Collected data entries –
***
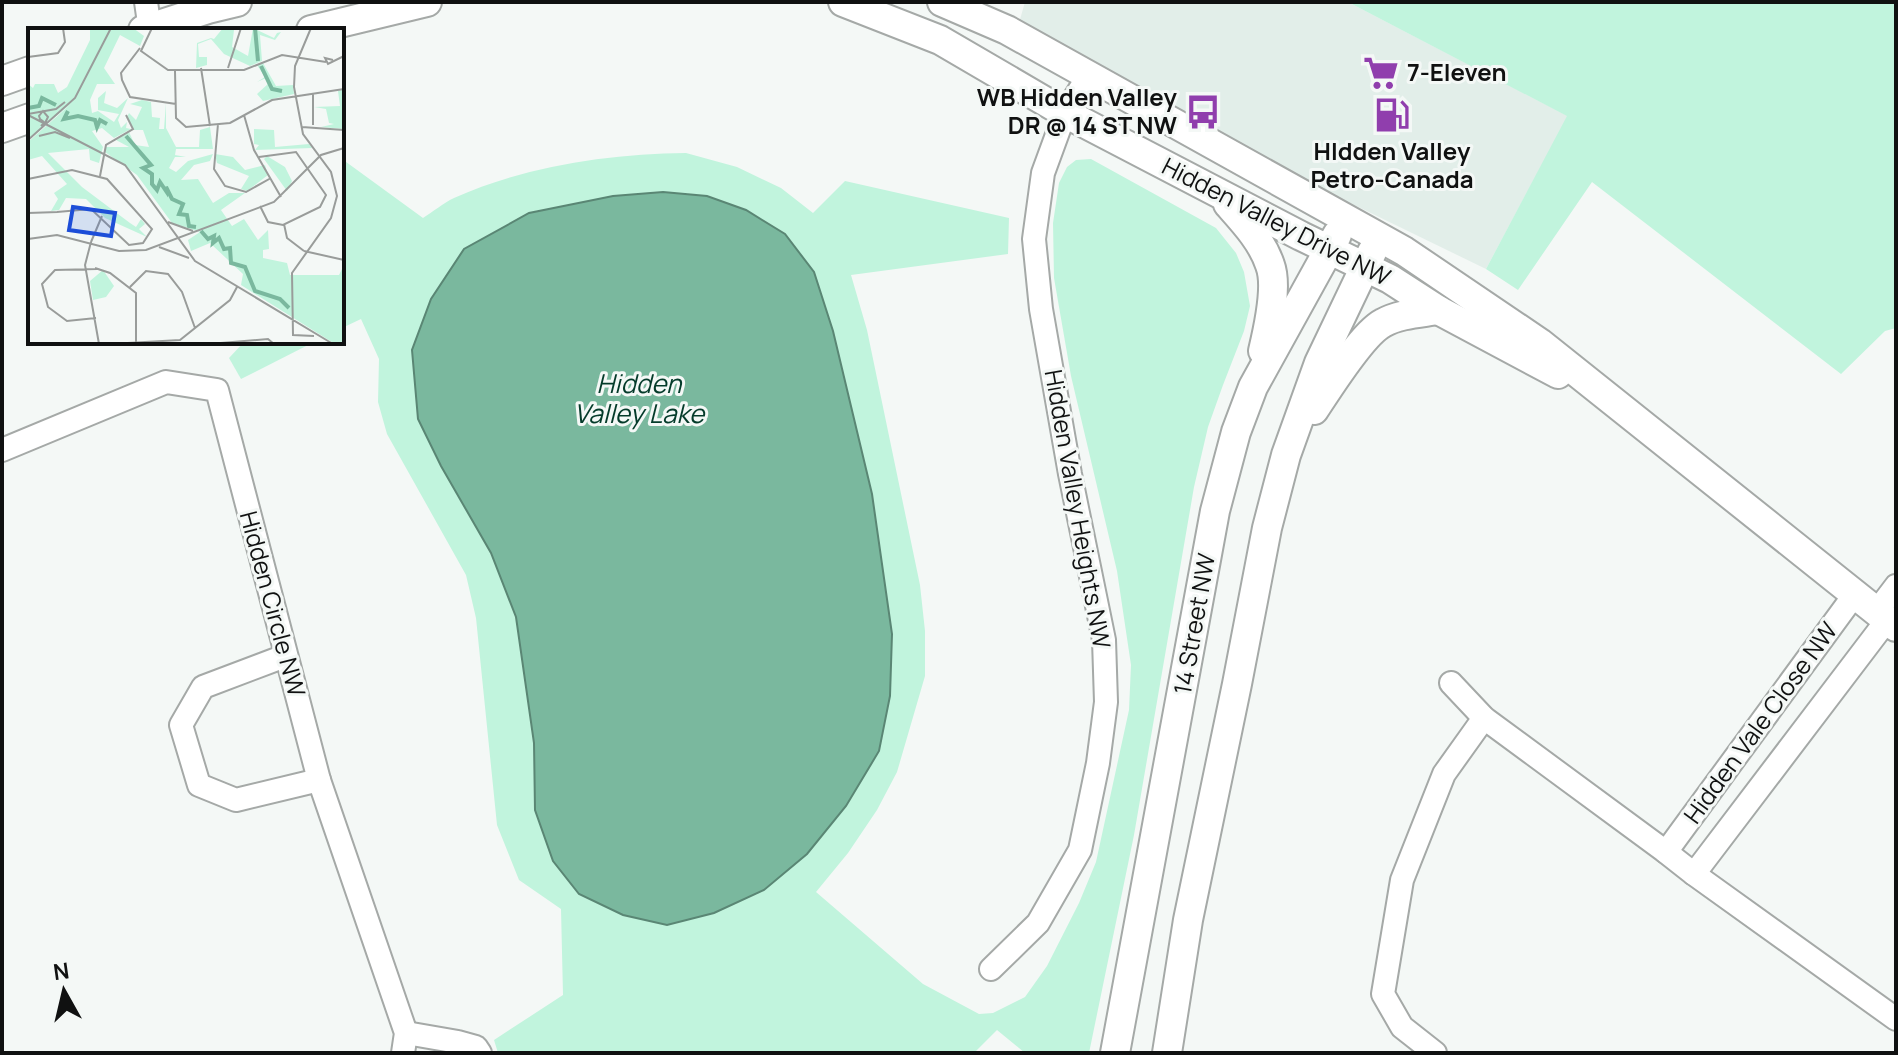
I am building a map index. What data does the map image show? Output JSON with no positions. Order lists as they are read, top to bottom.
{
  "streets": {
    "street": [
      "Hidden Valley Drive NW",
      "Hidden Valley Heights NW",
      "Hidden Circle NW",
      "14 Street NW",
      "Hidden Vale Close NW"
    ]
  },
  "crossings": [
    ["Hidden Valley Drive NW", "Hidden Valley Heights NW"],
    ["Hidden Valley Drive NW", "14 Street NW"],
    ["Hidden Valley Drive NW", "Hidden Vale Close NW"]
  ],
  "water": ["Hidden Valley Lake"],
  "places": {
    "supermarket": ["7-Eleven"],
    "bus stop": ["WB Hidden Valley DR @ 14 ST NW"],
    "fuel station": ["HIdden Valley Petro-Canada"]
  },
  "north": "top"
}
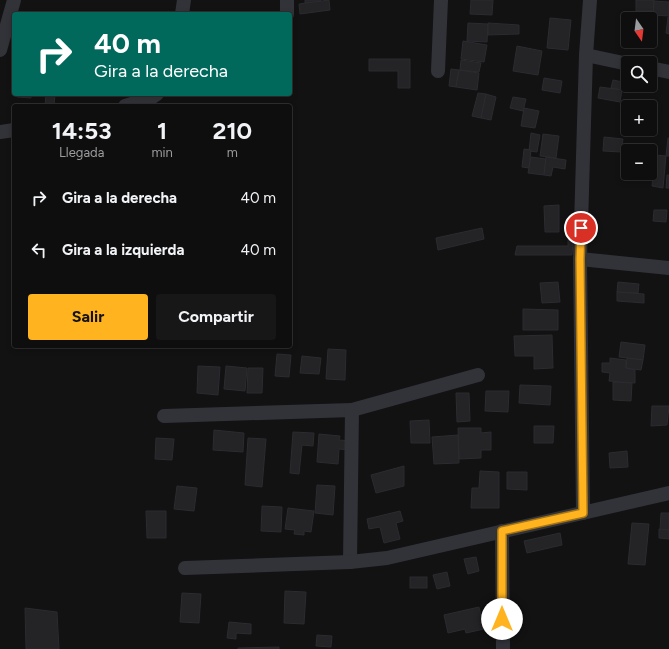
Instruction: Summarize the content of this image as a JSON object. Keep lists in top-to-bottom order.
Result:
{
  "north": "bottom",
  "page": {
    "map_buttons": ["+", "−"],
    "turn": ["40 m", "Gira a la derecha"],
    "eta": [
      "14:53",
      "Llegada",
      "1",
      "min",
      "210",
      "m"
    ],
    "list": [
      {
        "name": "Gira a la derecha",
        "value": "40 m"
      },
      {
        "name": "Gira a la izquierda",
        "value": "40 m"
      }
    ],
    "buttons": ["Salir", "Compartir"]
  }
}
***
Brief –
What you return should match the entries word for word, pictures aside.

Task output –
I am building a map index. What data does the map image show? Output JSON with no positions. Order lists as they are read, top to bottom.
{
  "streets": {
    "street": [
      "Hidden Valley Drive NW",
      "Hidden Valley Heights NW",
      "Hidden Circle NW",
      "14 Street NW",
      "Hidden Vale Close NW"
    ]
  },
  "crossings": [
    ["Hidden Valley Drive NW", "Hidden Valley Heights NW"],
    ["Hidden Valley Drive NW", "14 Street NW"],
    ["Hidden Valley Drive NW", "Hidden Vale Close NW"]
  ],
  "water": ["Hidden Valley Lake"],
  "places": {
    "supermarket": ["7-Eleven"],
    "bus stop": ["WB Hidden Valley DR @ 14 ST NW"],
    "fuel station": ["HIdden Valley Petro-Canada"]
  },
  "north": "top"
}
Instruction: Summarize the content of this image as a JSON object. Keep lists in top-to-bottom order.
Result:
{
  "north": "bottom",
  "page": {
    "map_buttons": ["+", "−"],
    "turn": ["40 m", "Gira a la derecha"],
    "eta": [
      "14:53",
      "Llegada",
      "1",
      "min",
      "210",
      "m"
    ],
    "list": [
      {
        "name": "Gira a la derecha",
        "value": "40 m"
      },
      {
        "name": "Gira a la izquierda",
        "value": "40 m"
      }
    ],
    "buttons": ["Salir", "Compartir"]
  }
}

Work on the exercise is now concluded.